This book sums up many years' research into the subtleties of language and meaning in documents regarding the commissioning of Italian Renaissance paintings. Issues of linguistic interpretation are explored considerably more profoundly than in hitherto standard works such as Hanelore Glasser's thesis of 1965, and O'Malley makes a major contribution to our understanding of the legal framework for Renaissance painters' activities. She builds her analysis around three issues: "what were the nuances of language that framed contract terms; what were the ramifications of contract stipulations, in terms of both production and finance; and how was information, particularly visual information, transmitted?" (1).

O'Malley's close reading of the "nuances of language" in contracts is sophisticated and productive. She reaches illuminating deductions about the contemporary values of particular contractual stipulations. An important example is her elucidation of how the term a sua mano, as used in Renaissance contracts, was understood and applied. Given the evidently collaborative nature of works so described, from Duccio's Maestà onwards, the meaning of a sua mano has often perplexed critics. As O'Malley notes, "while it seems to prevent the participation of assistants in painting a work, making such a requirement would have subverted normal workshop practice" (91).
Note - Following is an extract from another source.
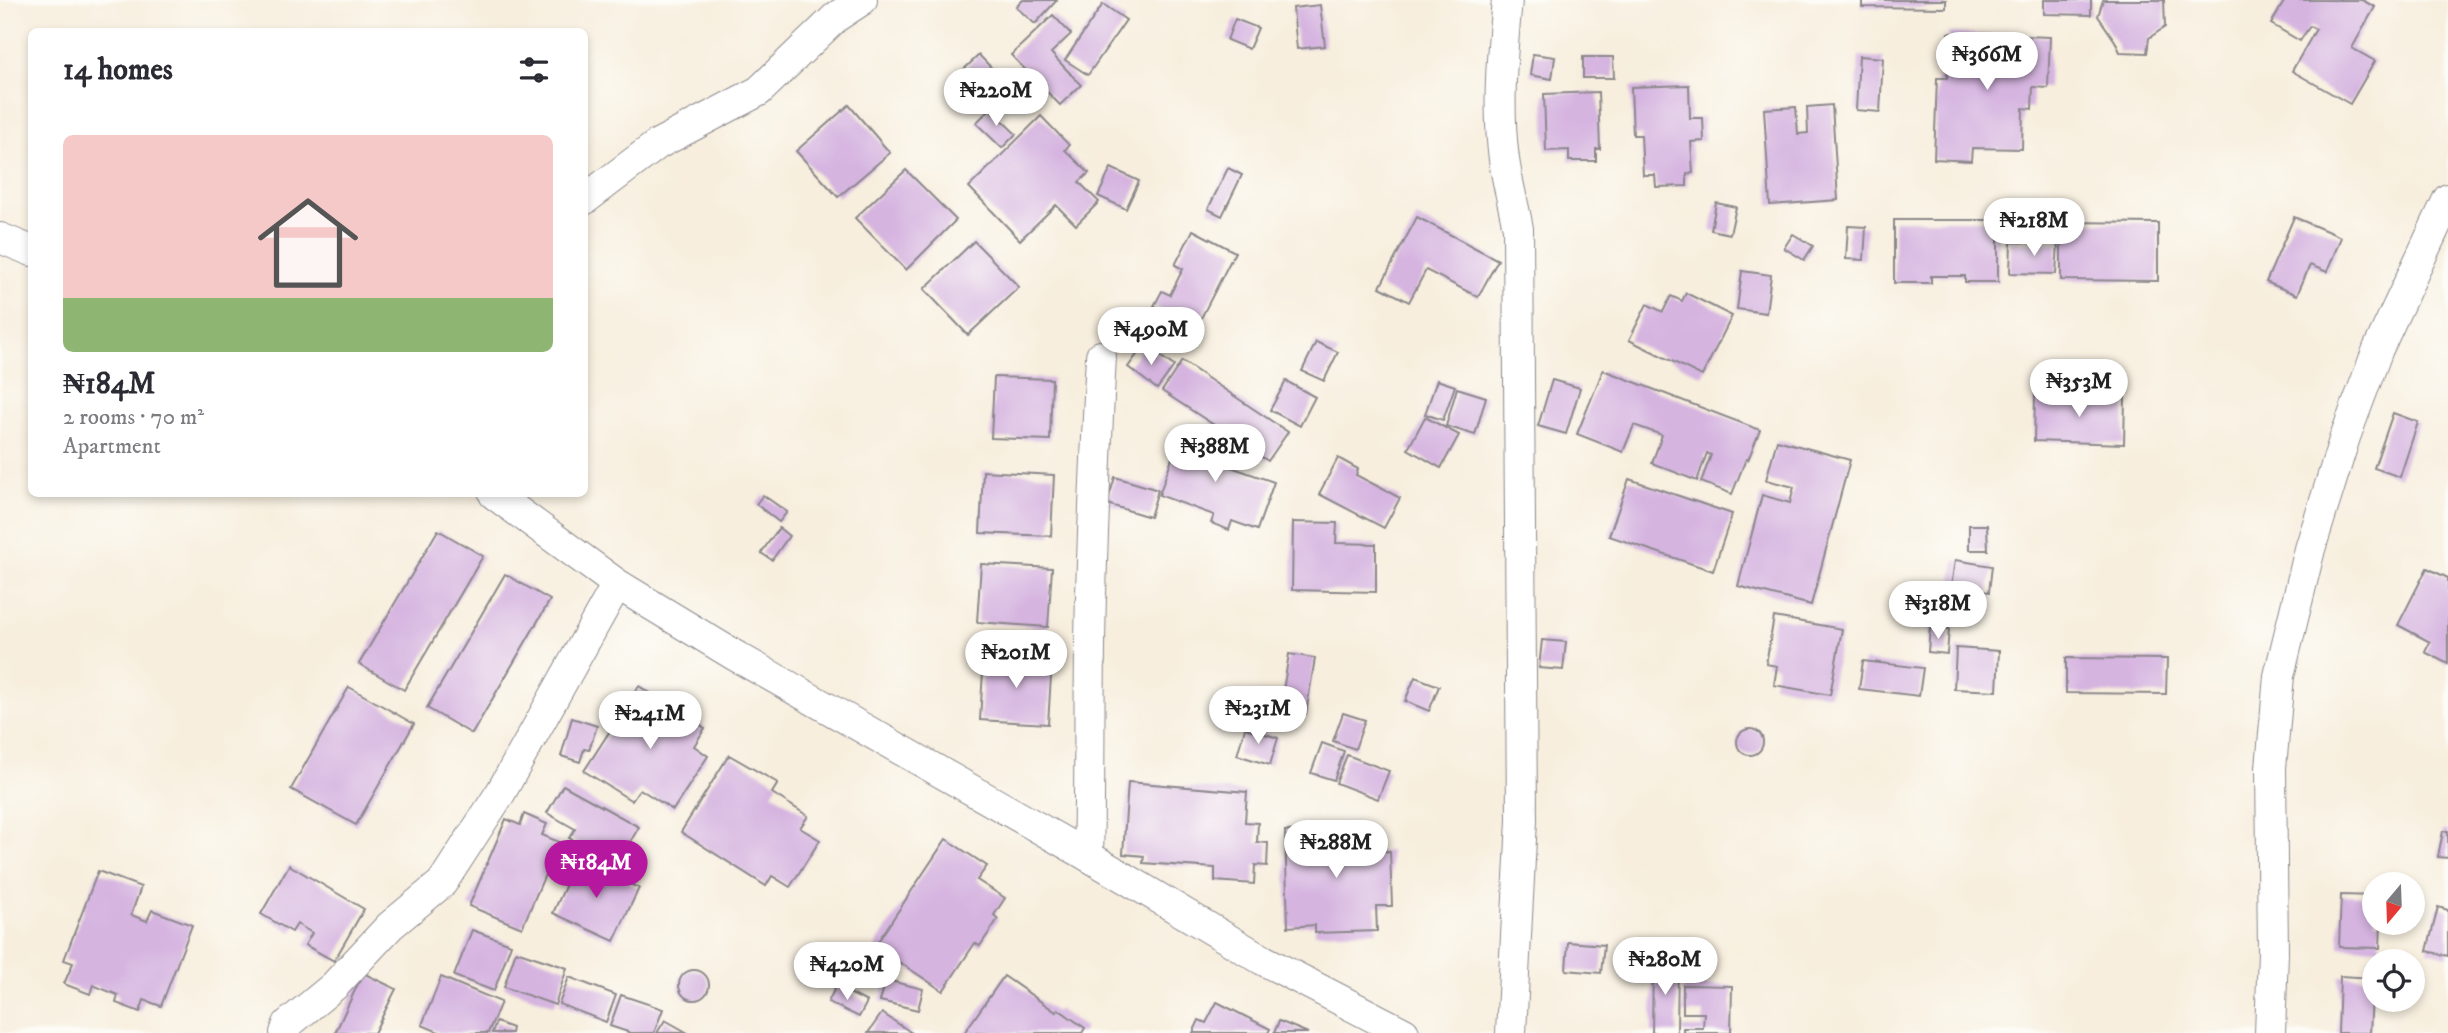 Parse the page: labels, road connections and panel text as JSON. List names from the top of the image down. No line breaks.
{"north":"bottom","page":{"heading":"14 homes","price":["₦366M","₦220M","₦218M","₦490M","₦353M","₦388M","₦318M","₦201M","₦231M","₦241M","₦288M","₦184M","₦280M","₦420M"],"list":[{"name":"₦184M","note":"2 rooms · 70 m² · Apartment"}]}} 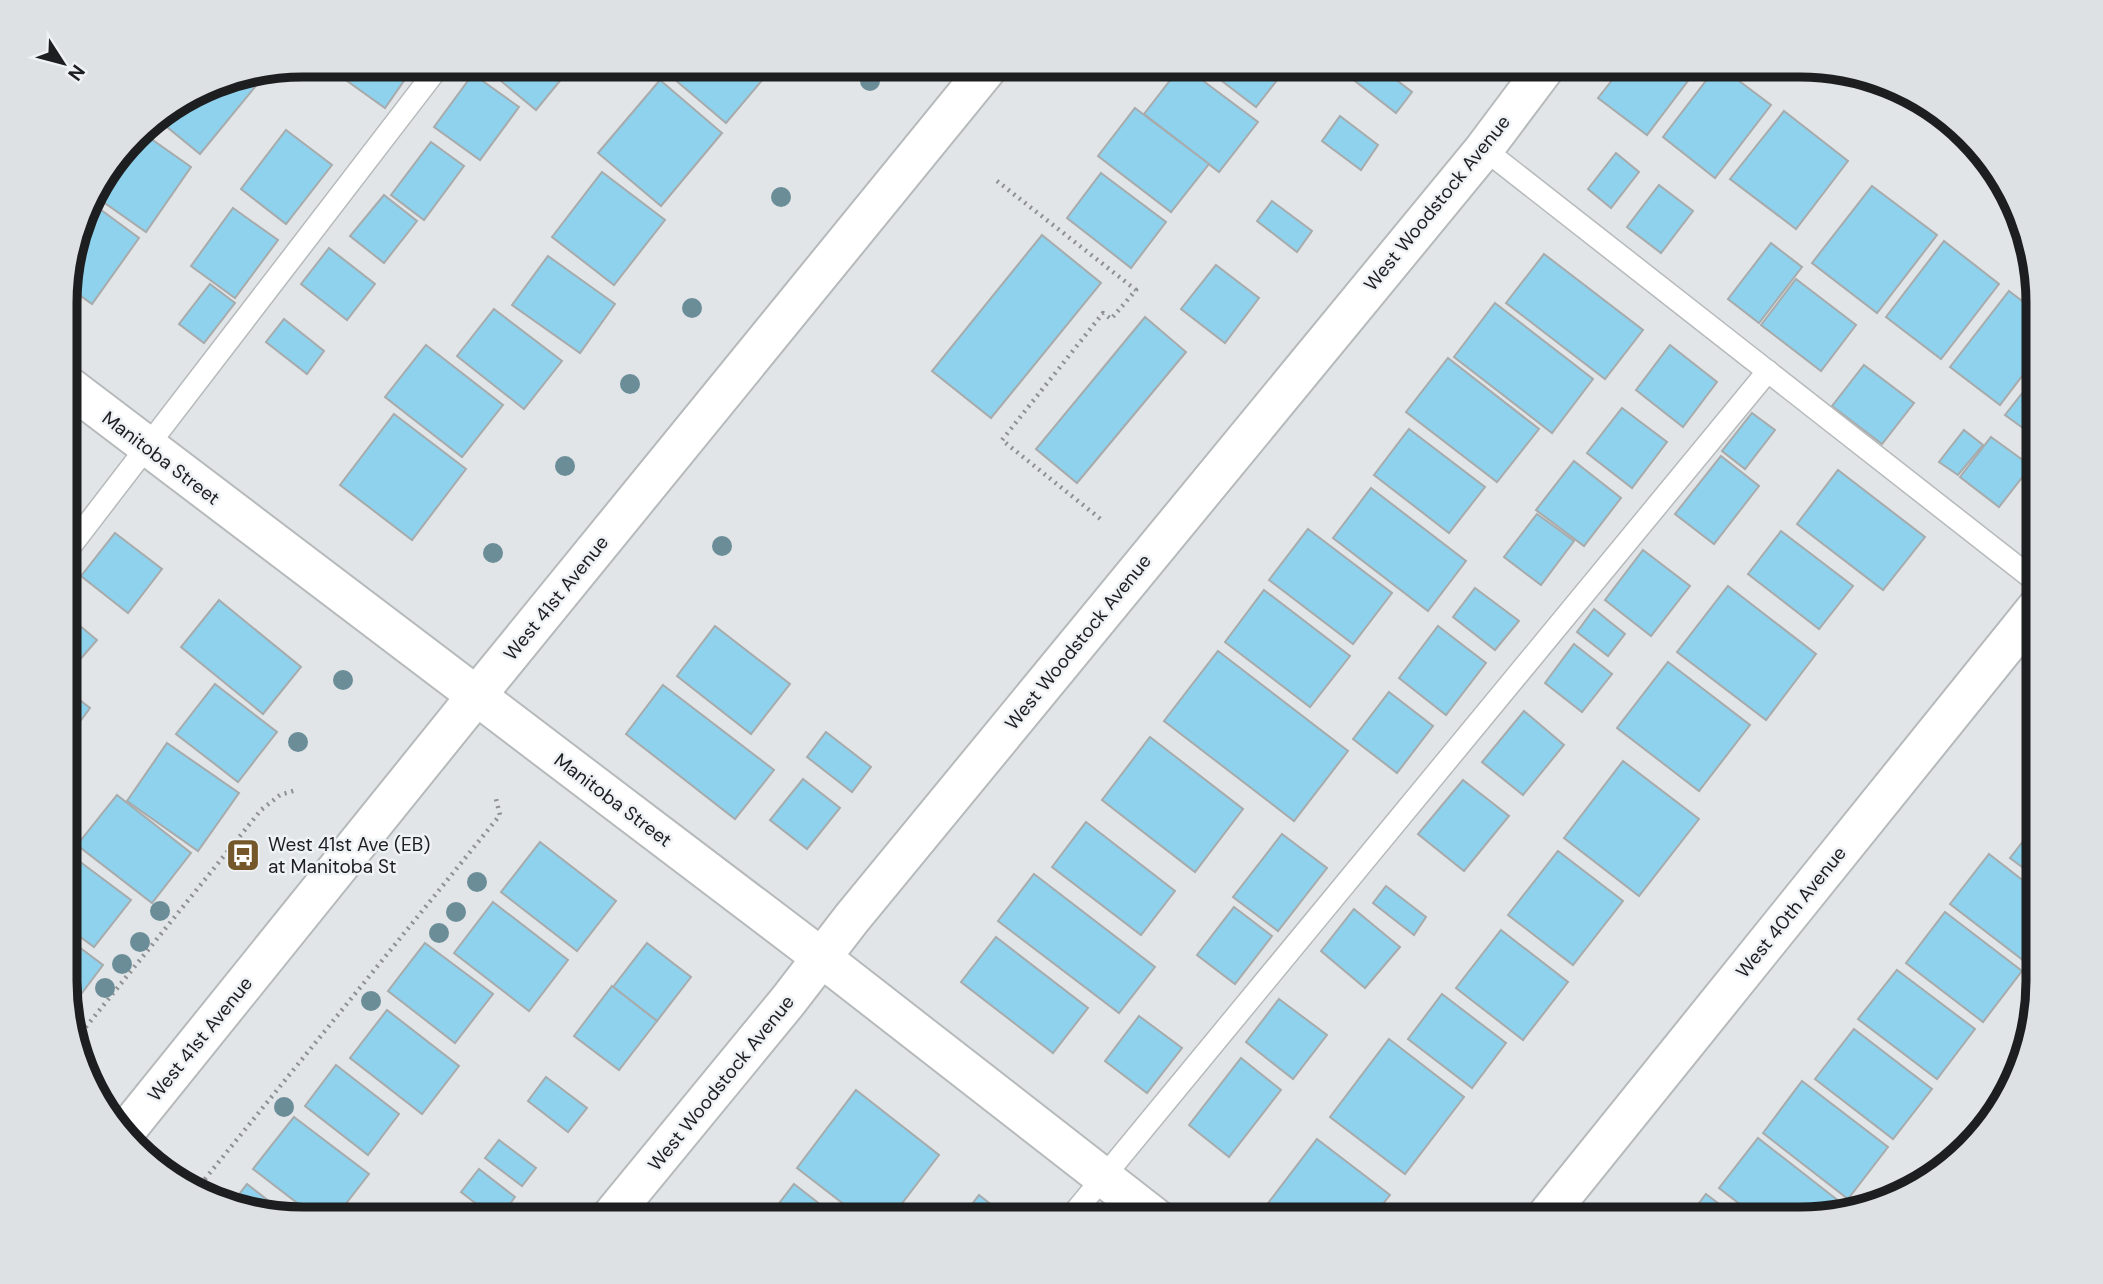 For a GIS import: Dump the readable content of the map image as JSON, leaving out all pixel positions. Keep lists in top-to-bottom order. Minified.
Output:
{"streets":{"street":["West Woodstock Avenue","Manitoba Street","West 41st Avenue","West 40th Avenue"]},"crossings":[["West Woodstock Avenue","Manitoba Street"],["Manitoba Street","West 41st Avenue"]],"places":{"bus stop":["West 41st Ave (EB) at Manitoba St"]},"north":"bottom right"} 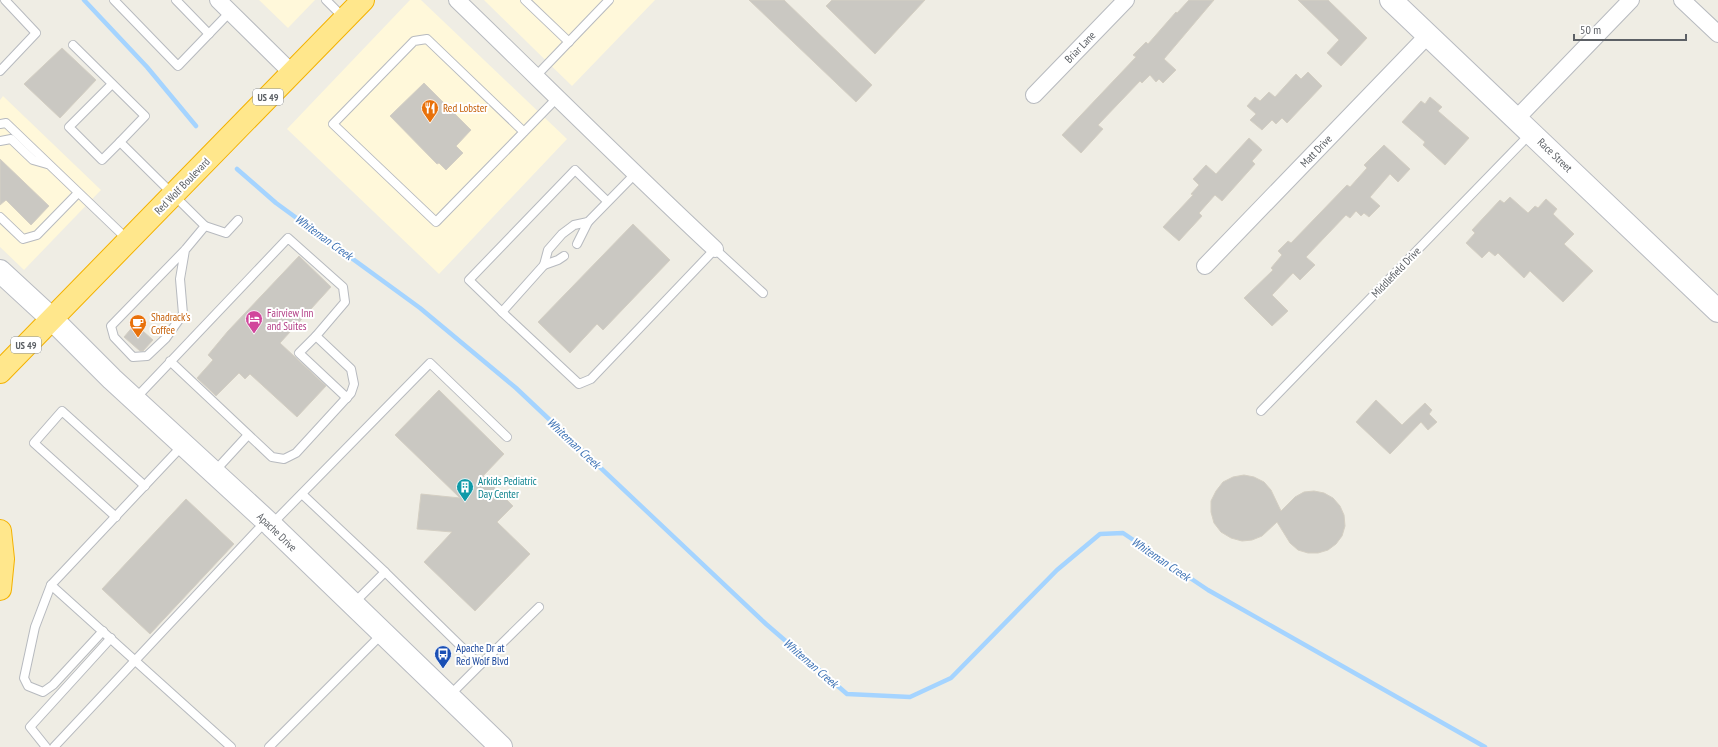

But she shows that in fact it was understood to mean that "[t]he painter was bound to cause the work to be painted by handling its production within his own workshop" (92). It is a piece of legal jargon that is never used by painters themselves. Only later in the fifteenth century did the term's meaning evolve to refer to work that had specifically to be done by the master himself. Filippino Lippi, for example, agreed in his contract personally to paint Filippo Strozzi's chapel in S. Maria Novella, Florence, "tutto di suo mano, e massime le figure"; and in 1502 Pinturicchio agreed to "make with his own hand all the designs both on paper and on the wall" for the Libreria Piccolomini frescoes in Siena, to "paint the heads in fresco, do the retouching necessary in secco and bring the whole work to his usual quality of finish."

O'Malley works with a corpus of 238 commissions for altarpieces and frescoes; of these, 154 include contract documents. The terms used in these documents were codified using a purpose-designed digitized database. The breadth of the analysis demonstrates powerfully the value of new technology in a research project of this nature: by encouraging her to search in numerous directions, O'Malley's database reveals myriad ways of analyzing the documentary information. However, some results obtained by database searching seem statistically unsteady. Discussing the relationship between altarpiece sizes and prices, O'Malley judiciously concludes that "[s]ize was an important element, but it was only one of the many aspects taken into account when agreeing a fee" (135); so the size-price tables she provides are of uncertain value. "The data before 1400 are too scant to tell much about sizes and prices" (135), she admits, and indeed, problematically, [End Page 498] an "average" fee for an altarpiece is often cited when only one case survives. Moreover, the documentary data on altarpiece sizes is often imprecise. Probably only broad conclusions, such as that "[p]rices in Florence and Central Italy tended . . . to fall after 1500" (136), can validly be deduced from such limited and equivocal information. Prudently perhaps, O'Malley soon moves to consider more intangible influences on pricing decisions, such as the high prestige of the commission, which might lead a painter to accept a relatively low fee; the honor of the commissioning body, which might lead them to offer a relatively high fee; or perceptions of the skill and reputation of the painter.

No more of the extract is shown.